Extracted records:

========

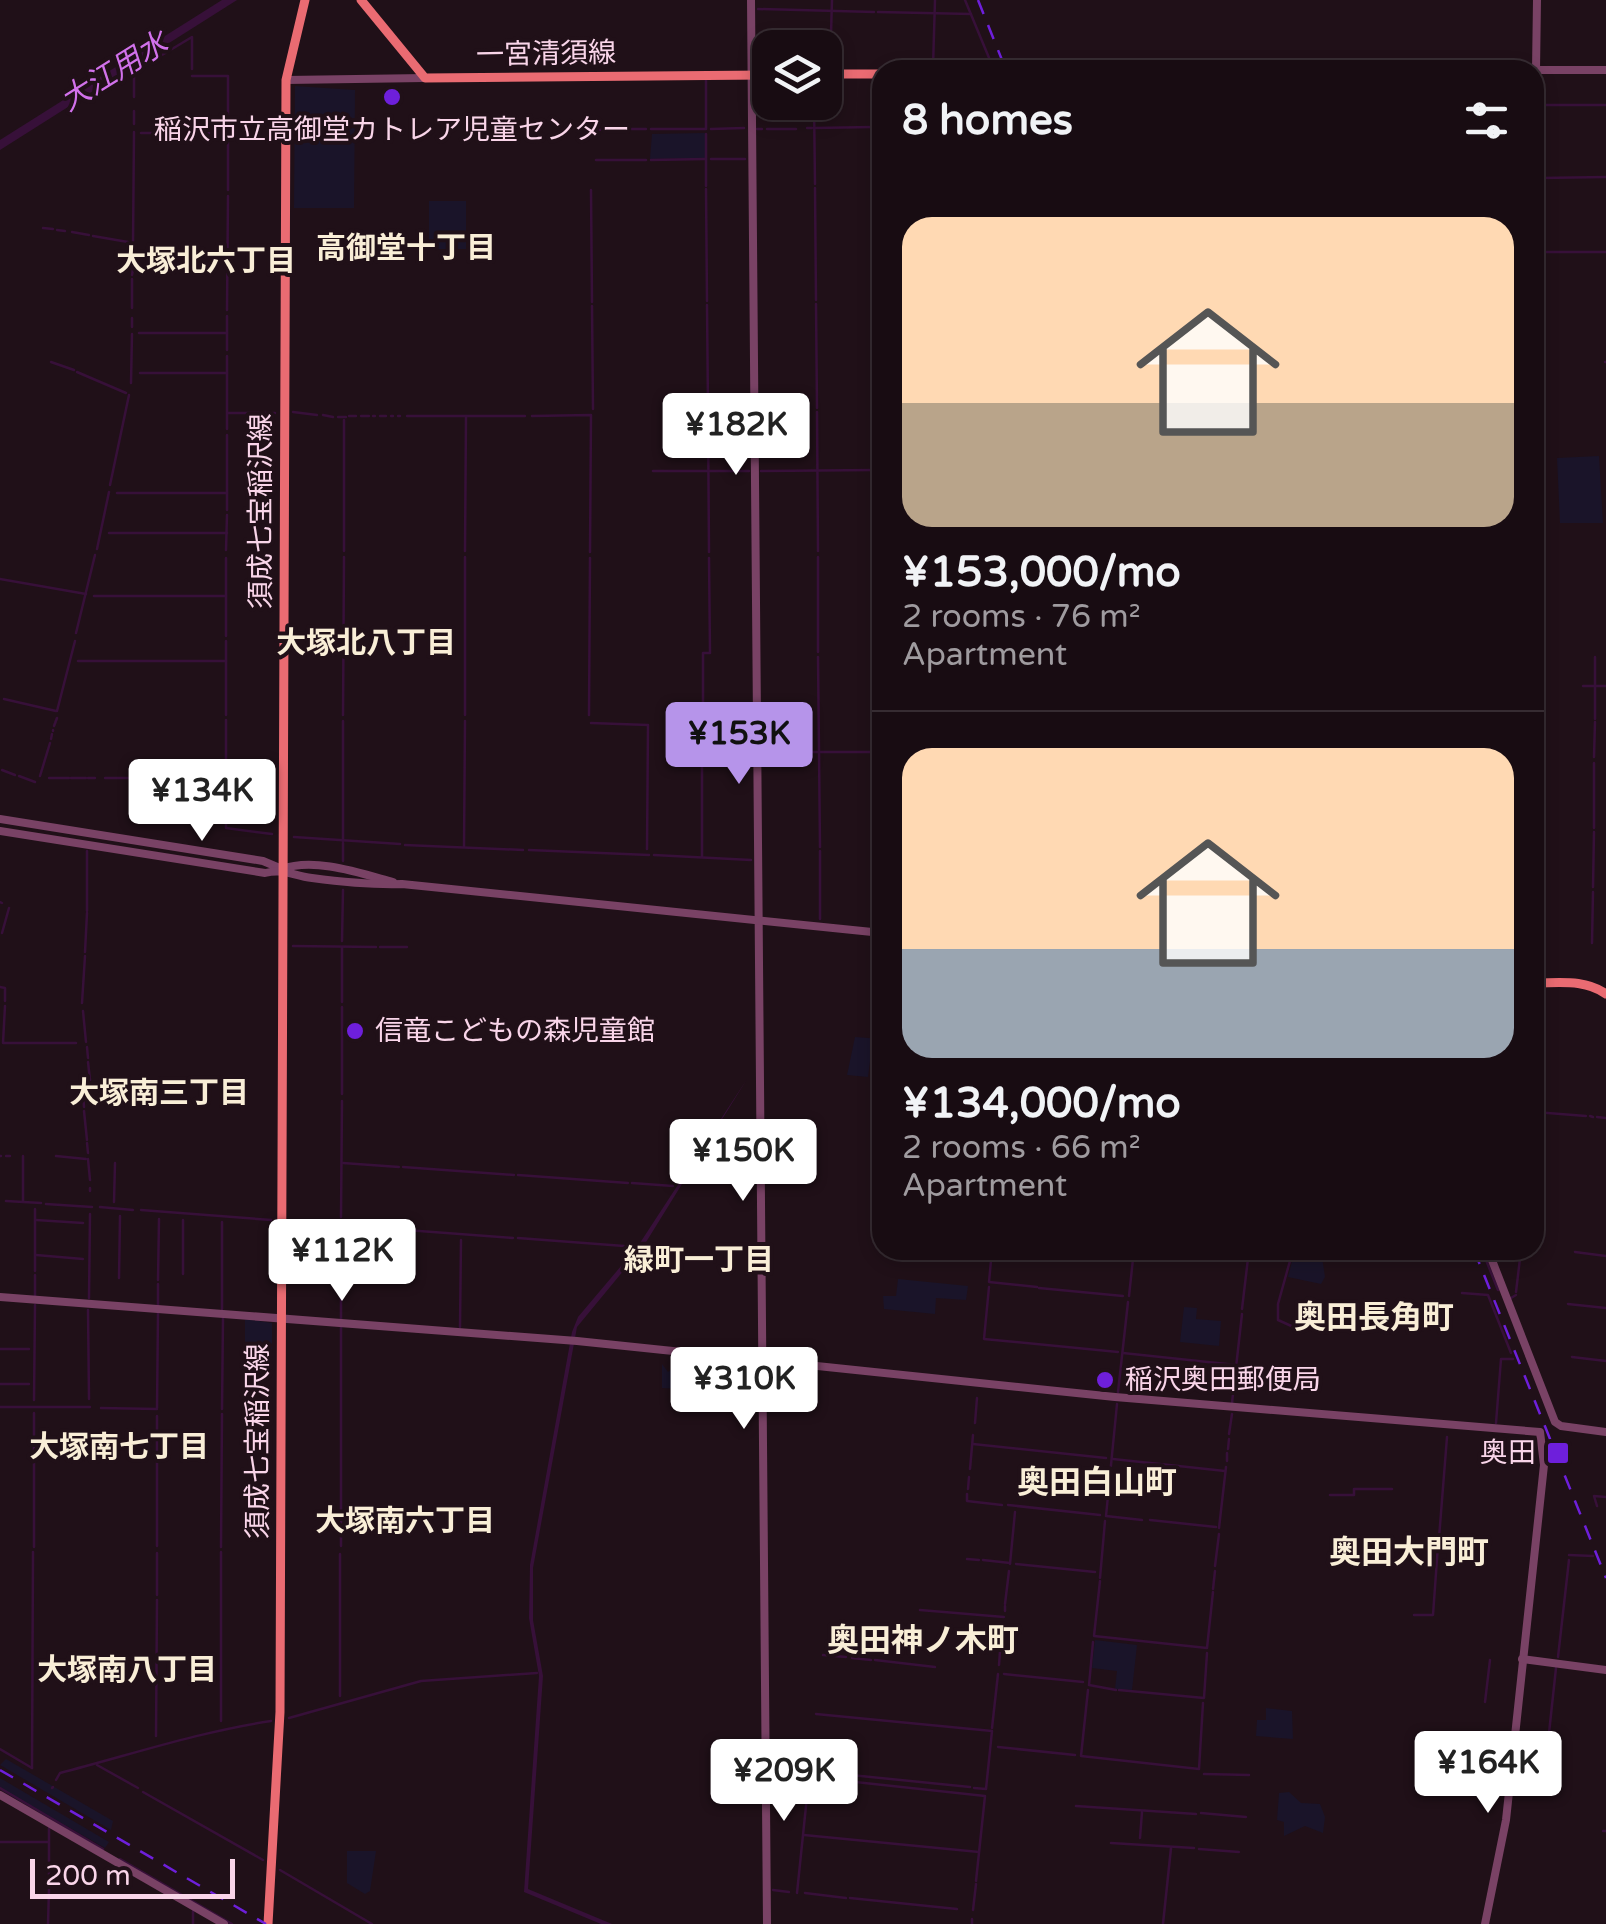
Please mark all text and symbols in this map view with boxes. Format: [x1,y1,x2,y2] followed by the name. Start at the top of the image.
[53,23,177,119] water label: 大江用水
[752,30,842,120] map controls
[752,30,842,120] button: layers
[476,36,616,72] street label: 一宮清須線
[381,86,403,108] marker: 稲沢市立高御堂カトレア児童センター
[1459,93,1514,148] icon: filters
[902,95,1073,146] text: 8 homes
[154,113,630,147] place label: 稲沢市立高御堂カトレア児童センター
[316,230,496,267] district label: 高御堂十丁目
[116,243,296,280] district label: 大塚北六丁目
[1118,282,1298,462] icon: home
[666,393,806,478] pin: ¥182K
[685,406,787,444] text: ¥182K
[244,413,278,609] street label: 須成七宝稲沢線
[902,547,1181,598] text: ¥153,000/mo
[902,598,1141,636] text: 2 rooms · 76 m²
[276,625,456,662] district label: 大塚北八丁目
[902,636,1067,674] text: Apartment
[669,702,809,787] pin: ¥153K
[688,715,790,753] text: ¥153K
[132,759,272,844] pin: ¥134K
[151,772,253,810] text: ¥134K
[1118,813,1298,993] icon: home
[375,1014,655,1048] place label: 信竜こどもの森児童館
[344,1020,366,1042] marker: 信竜こどもの森児童館
[69,1075,249,1112] district label: 大塚南三丁目
[902,1078,1181,1129] text: ¥134,000/mo
[673,1119,813,1204] pin: ¥150K
[902,1129,1141,1167] text: 2 rooms · 66 m²
[692,1132,794,1170] text: ¥150K
[902,1167,1067,1205] text: Apartment
[272,1219,412,1304] pin: ¥112K
[291,1232,393,1270] text: ¥112K
[624,1242,774,1279] district label: 緑町一丁目
[1294,1299,1454,1337] district label: 奥田長角町
[241,1343,275,1539] street label: 須成七宝稲沢線
[674,1347,814,1432] pin: ¥310K
[693,1360,795,1398] text: ¥310K
[1125,1363,1321,1397] place label: 稲沢奥田郵便局
[1094,1369,1116,1391] marker: 稲沢奥田郵便局
[29,1429,209,1466] district label: 大塚南七丁目
[1480,1436,1536,1470] place label: 奥田
[1545,1440,1571,1466] marker: 奥田
[1017,1464,1177,1502] district label: 奥田白山町
[315,1503,495,1540] district label: 大塚南六丁目
[1329,1534,1489,1572] district label: 奥田大門町
[827,1622,1019,1660] district label: 奥田神ノ木町
[37,1652,217,1689] district label: 大塚南八丁目
[1418,1731,1558,1816] pin: ¥164K
[714,1739,854,1824] pin: ¥209K
[1437,1744,1539,1782] text: ¥164K
[733,1752,835,1790] text: ¥209K
[30,1854,235,1898] scale bar
[45,1859,131,1893] text: 200 m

========

Give back the records above word for word, minus any image they hold.

Please mark all text and symbols in this map view with boxes. Format: [x1,y1,x2,y2] followed by the name. Start at the top of the image.
[53,23,177,119] water label: 大江用水
[752,30,842,120] map controls
[752,30,842,120] button: layers
[476,36,616,72] street label: 一宮清須線
[381,86,403,108] marker: 稲沢市立高御堂カトレア児童センター
[1459,93,1514,148] icon: filters
[902,95,1073,146] text: 8 homes
[154,113,630,147] place label: 稲沢市立高御堂カトレア児童センター
[316,230,496,267] district label: 高御堂十丁目
[116,243,296,280] district label: 大塚北六丁目
[1118,282,1298,462] icon: home
[666,393,806,478] pin: ¥182K
[685,406,787,444] text: ¥182K
[244,413,278,609] street label: 須成七宝稲沢線
[902,547,1181,598] text: ¥153,000/mo
[902,598,1141,636] text: 2 rooms · 76 m²
[276,625,456,662] district label: 大塚北八丁目
[902,636,1067,674] text: Apartment
[669,702,809,787] pin: ¥153K
[688,715,790,753] text: ¥153K
[132,759,272,844] pin: ¥134K
[151,772,253,810] text: ¥134K
[1118,813,1298,993] icon: home
[375,1014,655,1048] place label: 信竜こどもの森児童館
[344,1020,366,1042] marker: 信竜こどもの森児童館
[69,1075,249,1112] district label: 大塚南三丁目
[902,1078,1181,1129] text: ¥134,000/mo
[673,1119,813,1204] pin: ¥150K
[902,1129,1141,1167] text: 2 rooms · 66 m²
[692,1132,794,1170] text: ¥150K
[902,1167,1067,1205] text: Apartment
[272,1219,412,1304] pin: ¥112K
[291,1232,393,1270] text: ¥112K
[624,1242,774,1279] district label: 緑町一丁目
[1294,1299,1454,1337] district label: 奥田長角町
[241,1343,275,1539] street label: 須成七宝稲沢線
[674,1347,814,1432] pin: ¥310K
[693,1360,795,1398] text: ¥310K
[1125,1363,1321,1397] place label: 稲沢奥田郵便局
[1094,1369,1116,1391] marker: 稲沢奥田郵便局
[29,1429,209,1466] district label: 大塚南七丁目
[1480,1436,1536,1470] place label: 奥田
[1545,1440,1571,1466] marker: 奥田
[1017,1464,1177,1502] district label: 奥田白山町
[315,1503,495,1540] district label: 大塚南六丁目
[1329,1534,1489,1572] district label: 奥田大門町
[827,1622,1019,1660] district label: 奥田神ノ木町
[37,1652,217,1689] district label: 大塚南八丁目
[1418,1731,1558,1816] pin: ¥164K
[714,1739,854,1824] pin: ¥209K
[1437,1744,1539,1782] text: ¥164K
[733,1752,835,1790] text: ¥209K
[30,1854,235,1898] scale bar
[45,1859,131,1893] text: 200 m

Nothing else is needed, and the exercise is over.